* _Task goal_
In the data below, which lines hold the word "улица"? Copy them.
»»
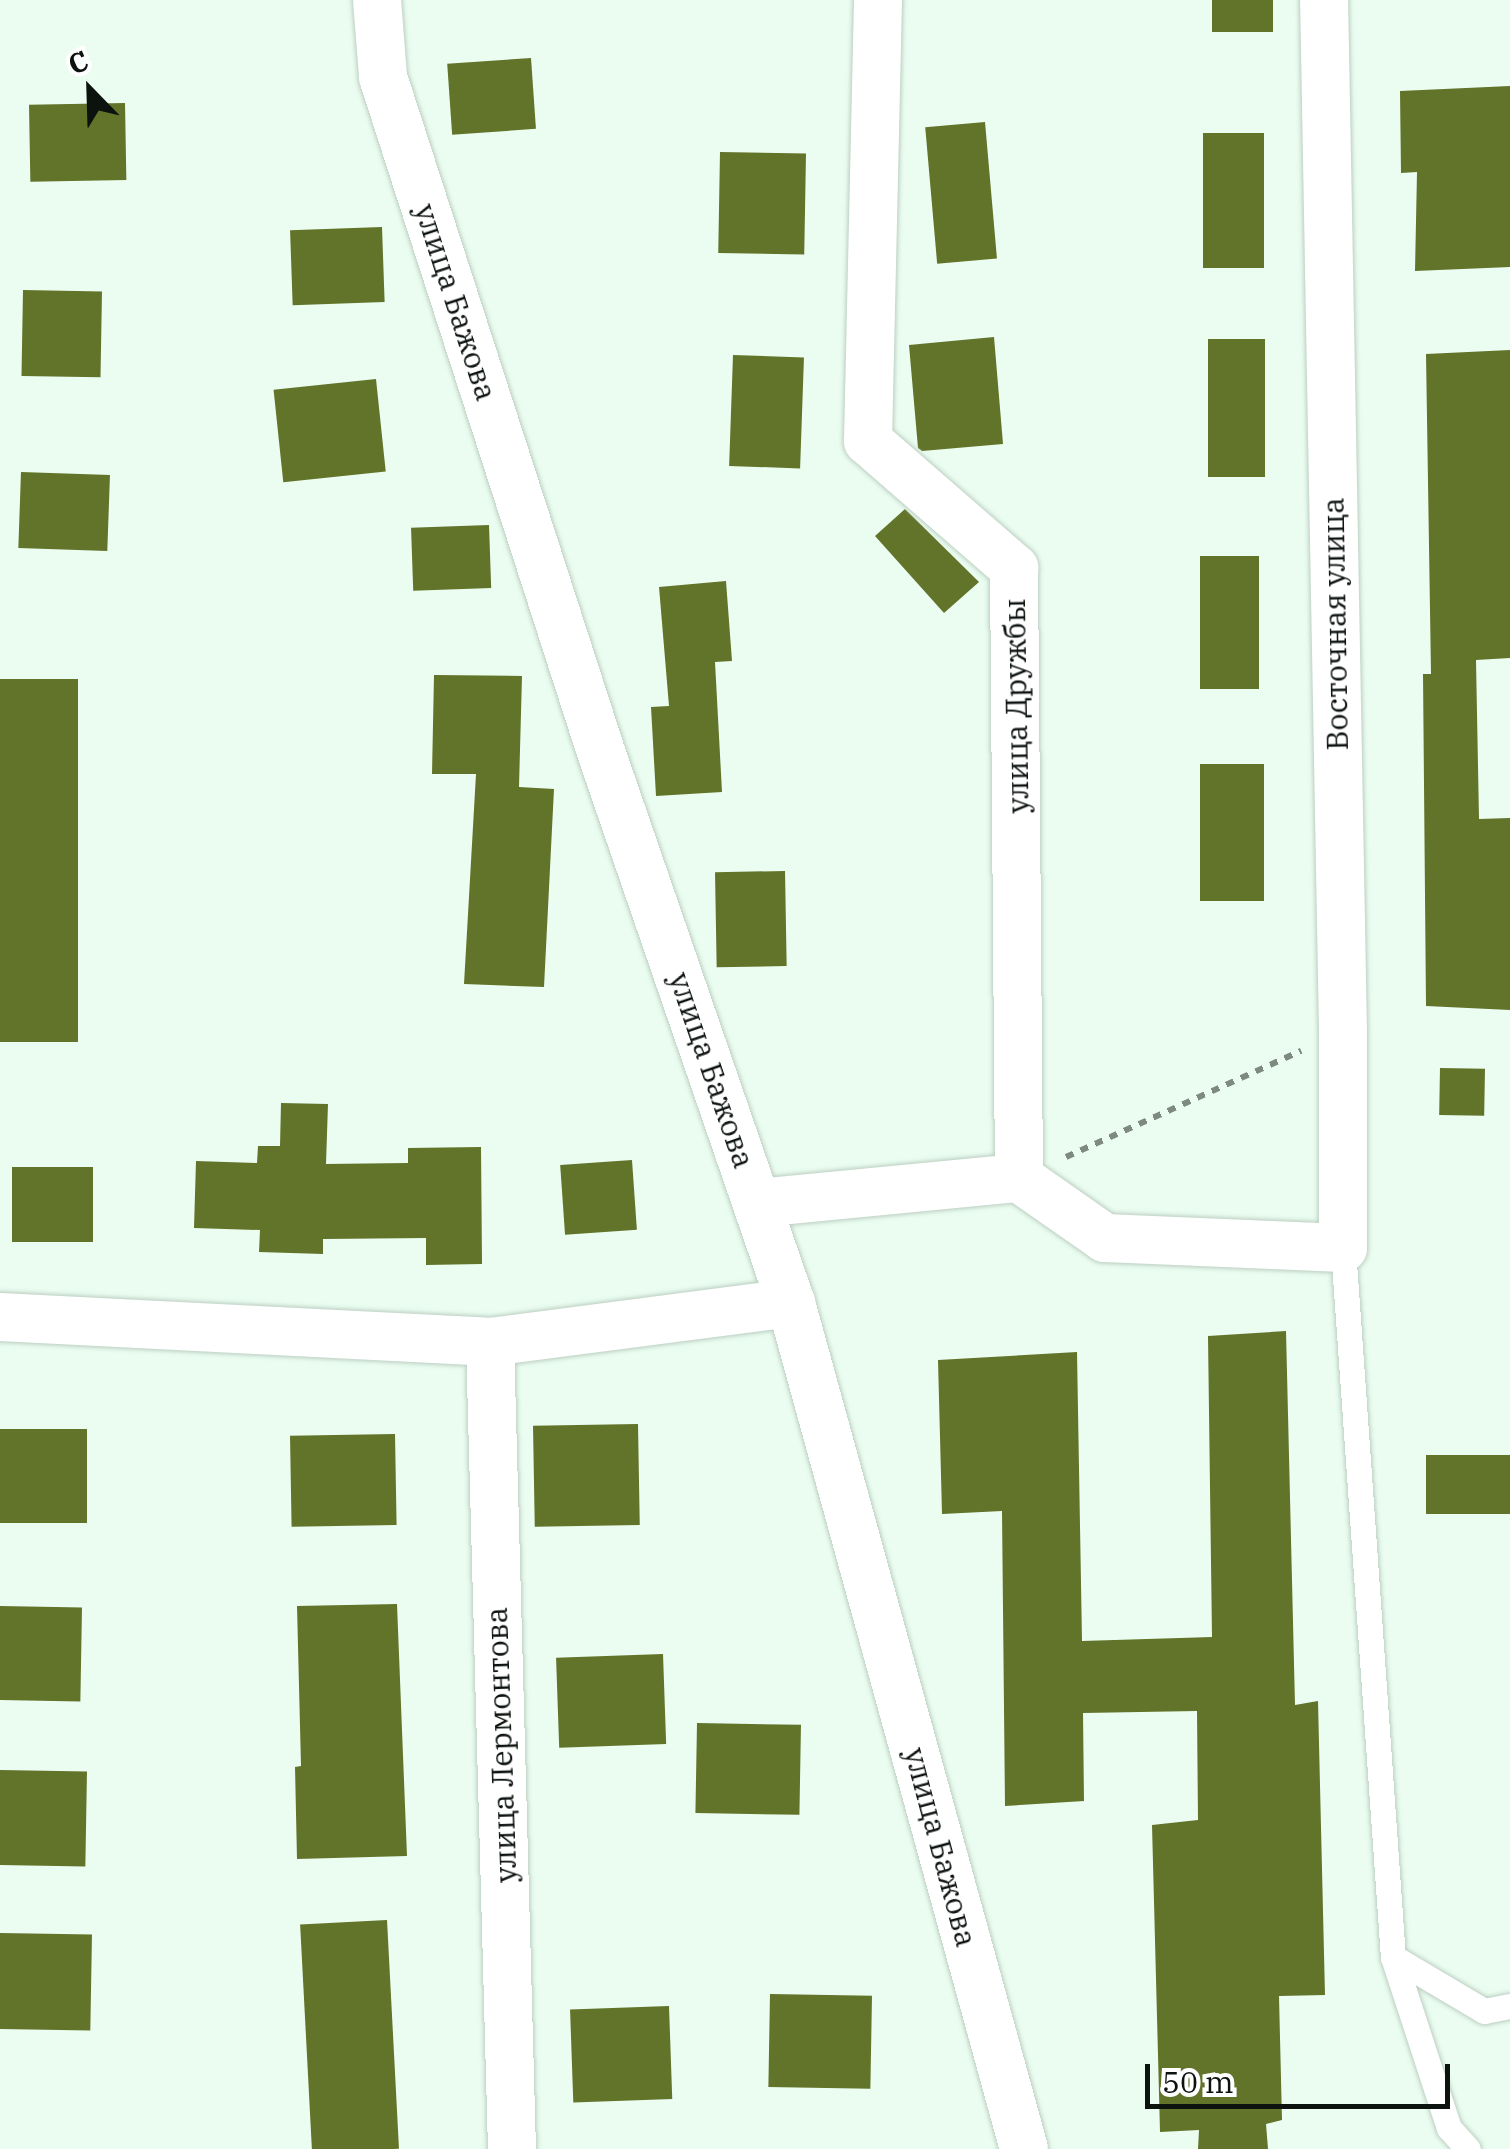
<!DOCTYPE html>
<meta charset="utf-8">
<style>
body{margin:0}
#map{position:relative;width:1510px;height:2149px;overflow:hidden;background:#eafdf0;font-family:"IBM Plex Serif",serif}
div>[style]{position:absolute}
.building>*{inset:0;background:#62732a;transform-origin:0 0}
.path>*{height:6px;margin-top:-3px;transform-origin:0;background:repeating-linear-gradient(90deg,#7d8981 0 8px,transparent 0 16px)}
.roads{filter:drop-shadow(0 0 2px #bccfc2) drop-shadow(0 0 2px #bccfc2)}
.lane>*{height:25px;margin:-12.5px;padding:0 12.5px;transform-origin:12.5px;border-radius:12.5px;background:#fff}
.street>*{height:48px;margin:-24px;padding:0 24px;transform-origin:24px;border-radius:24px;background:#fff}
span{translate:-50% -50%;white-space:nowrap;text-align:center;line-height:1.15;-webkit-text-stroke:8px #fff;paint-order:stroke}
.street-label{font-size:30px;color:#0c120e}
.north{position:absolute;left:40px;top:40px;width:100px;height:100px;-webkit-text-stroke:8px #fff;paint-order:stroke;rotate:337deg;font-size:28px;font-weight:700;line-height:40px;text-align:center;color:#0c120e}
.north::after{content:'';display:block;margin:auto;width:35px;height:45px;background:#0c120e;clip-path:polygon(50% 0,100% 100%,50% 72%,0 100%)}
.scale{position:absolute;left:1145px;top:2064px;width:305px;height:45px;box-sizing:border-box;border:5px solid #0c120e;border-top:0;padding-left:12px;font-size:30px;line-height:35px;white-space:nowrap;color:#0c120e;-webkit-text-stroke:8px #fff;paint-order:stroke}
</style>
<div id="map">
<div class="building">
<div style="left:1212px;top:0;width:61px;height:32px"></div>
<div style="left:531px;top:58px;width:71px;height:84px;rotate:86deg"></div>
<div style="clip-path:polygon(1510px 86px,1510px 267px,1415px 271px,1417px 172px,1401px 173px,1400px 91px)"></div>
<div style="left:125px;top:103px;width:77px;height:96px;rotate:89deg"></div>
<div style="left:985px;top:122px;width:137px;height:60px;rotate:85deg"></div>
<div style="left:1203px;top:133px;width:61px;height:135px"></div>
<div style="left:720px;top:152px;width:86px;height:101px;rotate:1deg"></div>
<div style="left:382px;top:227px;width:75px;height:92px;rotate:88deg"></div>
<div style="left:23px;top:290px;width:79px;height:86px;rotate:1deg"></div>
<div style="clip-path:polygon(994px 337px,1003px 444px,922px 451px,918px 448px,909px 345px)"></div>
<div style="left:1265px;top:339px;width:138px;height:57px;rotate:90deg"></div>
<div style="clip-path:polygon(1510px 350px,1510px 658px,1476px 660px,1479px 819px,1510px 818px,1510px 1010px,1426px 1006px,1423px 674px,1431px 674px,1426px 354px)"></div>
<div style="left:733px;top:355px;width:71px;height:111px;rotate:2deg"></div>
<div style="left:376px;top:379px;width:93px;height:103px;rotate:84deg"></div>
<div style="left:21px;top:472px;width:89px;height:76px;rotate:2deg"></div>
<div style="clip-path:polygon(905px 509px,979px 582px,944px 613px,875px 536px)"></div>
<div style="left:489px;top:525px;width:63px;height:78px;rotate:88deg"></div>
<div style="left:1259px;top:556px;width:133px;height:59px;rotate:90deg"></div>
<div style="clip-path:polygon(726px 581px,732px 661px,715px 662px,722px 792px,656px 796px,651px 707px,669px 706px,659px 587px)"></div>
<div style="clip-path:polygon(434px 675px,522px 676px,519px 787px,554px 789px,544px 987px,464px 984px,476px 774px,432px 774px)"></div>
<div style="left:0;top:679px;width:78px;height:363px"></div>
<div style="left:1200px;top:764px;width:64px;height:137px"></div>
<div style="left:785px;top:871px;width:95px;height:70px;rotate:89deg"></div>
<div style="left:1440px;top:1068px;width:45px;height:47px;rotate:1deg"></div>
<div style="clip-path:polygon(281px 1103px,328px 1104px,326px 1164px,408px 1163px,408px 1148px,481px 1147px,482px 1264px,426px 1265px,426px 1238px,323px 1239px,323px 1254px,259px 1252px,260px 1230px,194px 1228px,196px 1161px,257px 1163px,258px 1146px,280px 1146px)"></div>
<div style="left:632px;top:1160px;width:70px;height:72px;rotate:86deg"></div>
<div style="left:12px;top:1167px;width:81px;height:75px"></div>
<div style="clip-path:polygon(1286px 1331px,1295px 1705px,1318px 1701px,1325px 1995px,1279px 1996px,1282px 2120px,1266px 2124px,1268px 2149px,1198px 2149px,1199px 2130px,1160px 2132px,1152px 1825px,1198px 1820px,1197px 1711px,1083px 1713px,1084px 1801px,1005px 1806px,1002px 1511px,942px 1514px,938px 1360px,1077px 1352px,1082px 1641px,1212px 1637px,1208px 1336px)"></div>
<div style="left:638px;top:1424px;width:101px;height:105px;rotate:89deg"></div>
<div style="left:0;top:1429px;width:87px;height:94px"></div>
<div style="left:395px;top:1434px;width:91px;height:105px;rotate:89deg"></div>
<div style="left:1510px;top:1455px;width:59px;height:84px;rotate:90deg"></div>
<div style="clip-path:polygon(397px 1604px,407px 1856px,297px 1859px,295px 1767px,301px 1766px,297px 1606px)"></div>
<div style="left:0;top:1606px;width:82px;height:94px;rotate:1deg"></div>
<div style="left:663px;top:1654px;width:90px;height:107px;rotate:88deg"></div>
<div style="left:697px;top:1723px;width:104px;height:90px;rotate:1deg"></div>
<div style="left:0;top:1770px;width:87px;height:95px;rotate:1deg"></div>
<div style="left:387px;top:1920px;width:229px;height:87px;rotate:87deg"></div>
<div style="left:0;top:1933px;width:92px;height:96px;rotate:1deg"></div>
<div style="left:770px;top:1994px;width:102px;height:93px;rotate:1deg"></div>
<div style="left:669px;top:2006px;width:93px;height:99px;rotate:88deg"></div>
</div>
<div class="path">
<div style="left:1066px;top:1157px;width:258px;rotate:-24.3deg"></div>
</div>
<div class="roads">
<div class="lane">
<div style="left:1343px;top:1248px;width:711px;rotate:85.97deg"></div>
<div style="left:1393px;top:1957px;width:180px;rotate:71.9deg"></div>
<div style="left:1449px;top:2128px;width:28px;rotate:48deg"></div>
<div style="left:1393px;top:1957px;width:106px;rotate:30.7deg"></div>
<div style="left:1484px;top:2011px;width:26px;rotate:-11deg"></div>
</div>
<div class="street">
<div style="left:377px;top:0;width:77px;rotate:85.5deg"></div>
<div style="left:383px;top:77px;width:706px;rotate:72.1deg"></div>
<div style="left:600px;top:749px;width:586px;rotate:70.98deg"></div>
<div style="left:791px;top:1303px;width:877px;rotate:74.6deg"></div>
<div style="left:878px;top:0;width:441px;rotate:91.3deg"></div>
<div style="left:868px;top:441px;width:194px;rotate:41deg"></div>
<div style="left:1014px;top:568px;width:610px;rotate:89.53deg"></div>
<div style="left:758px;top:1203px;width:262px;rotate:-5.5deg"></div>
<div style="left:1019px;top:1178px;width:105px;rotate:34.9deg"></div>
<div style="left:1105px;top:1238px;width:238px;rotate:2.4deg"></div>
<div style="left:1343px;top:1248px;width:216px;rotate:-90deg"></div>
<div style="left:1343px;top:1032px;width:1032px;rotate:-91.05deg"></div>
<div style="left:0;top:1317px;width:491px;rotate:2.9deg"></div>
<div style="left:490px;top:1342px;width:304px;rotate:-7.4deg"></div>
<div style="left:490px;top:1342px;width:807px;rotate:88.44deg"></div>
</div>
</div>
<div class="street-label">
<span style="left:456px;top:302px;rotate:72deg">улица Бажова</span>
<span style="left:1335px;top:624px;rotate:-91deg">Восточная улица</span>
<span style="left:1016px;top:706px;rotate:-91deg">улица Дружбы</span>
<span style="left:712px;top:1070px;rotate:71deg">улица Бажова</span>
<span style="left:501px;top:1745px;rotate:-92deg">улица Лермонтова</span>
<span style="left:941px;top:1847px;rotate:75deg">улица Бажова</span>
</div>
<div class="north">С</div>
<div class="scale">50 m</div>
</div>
««
* _Written response_
<span style="left:456px;top:302px;rotate:72deg">улица Бажова</span>
<span style="left:1335px;top:624px;rotate:-91deg">Восточная улица</span>
<span style="left:1016px;top:706px;rotate:-91deg">улица Дружбы</span>
<span style="left:712px;top:1070px;rotate:71deg">улица Бажова</span>
<span style="left:501px;top:1745px;rotate:-92deg">улица Лермонтова</span>
<span style="left:941px;top:1847px;rotate:75deg">улица Бажова</span>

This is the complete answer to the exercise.